Bakanlık, subay ve emniyet görevlilerinin izinlerini de iptal ederek, kamu ve özel kuruluşlar ile kiliseler ve otellere yönelik güvenlik önlemlerini artırdı.

Yollarda sıkı emniyet tedbirlerinin alınması, meydanlardaki güvenlik görevlilerinin artırılması ve "terörist" unsurlara karşı önleyici operasyonların gerçekleştirilmesini kapsayan "C" planı da bakanlık tarafından devreye sokuldu. 

"Mursi kasten öldürüldü"

Müslüman Kardeşler Teşkilatı (İhvan), Mısır'ın demokratik seçimlerle göreve gelmiş ilk Cumhurbaşkanı Muhammed Mursi'nin kasten öldürüldüğünü iddia etti. 

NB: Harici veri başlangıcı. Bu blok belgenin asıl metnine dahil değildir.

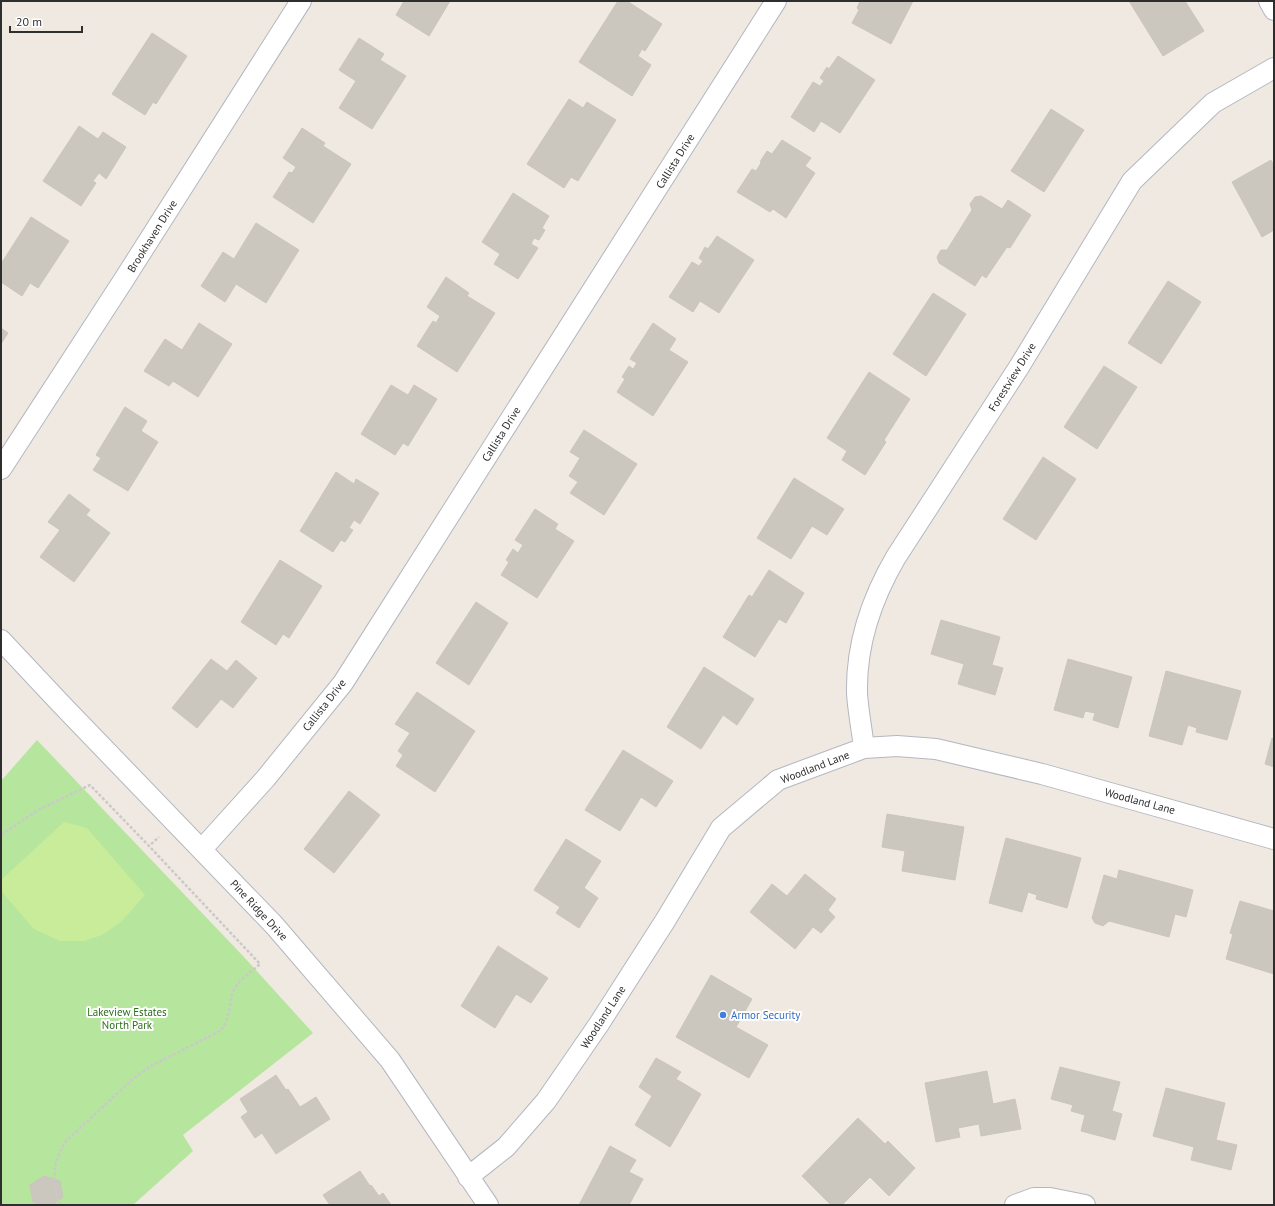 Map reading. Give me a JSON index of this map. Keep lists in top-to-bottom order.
{
  "streets": {
    "street": [
      "Callista Drive",
      "Brookhaven Drive",
      "Forestview Drive",
      "Woodland Lane",
      "Pine Ridge Drive"
    ]
  },
  "crossings": [
    ["Callista Drive", "Pine Ridge Drive"],
    ["Forestview Drive", "Woodland Lane"],
    ["Woodland Lane", "Pine Ridge Drive"]
  ],
  "parks": ["Lakeview Estates North Park"],
  "places": ["Armor Security"],
  "scale_bar": "20 m"
}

İhvan tarafından yapılan yazılı açıklamada, "Mursi kasten öldürülmüştür." denildi. 

Açıklamada, Mursi'nin ölümü ile ilgili uluslararası bir araştırma komisyonu kurulması çağrısı yapıldı. 

Muhammed Mursi'nin Mısır halkının haklarını mahkeme savunduğu ve şehit olduğu belirtilen açıklamada, "Mursi çok ağır şartlarda hücre hapsine tutularak, tedavi hakkı gibi en sıradan haklardan dahi mahrum edilerek ölüme terk edildi. Ölümünden Mısır yönetimi sorumludur." ifadeleri kullanıldı. 

Birleşmiş Milletler (BM) ve diğer insan hakları kuruluşlarını göreve çağıran İhvan, Mısır'daki hapishanelerde uygulanan tıbbi ihmal yoluyla yavaş ölümlere son verilmesi için Mısır rejimine baskı yapılmasını talep etti.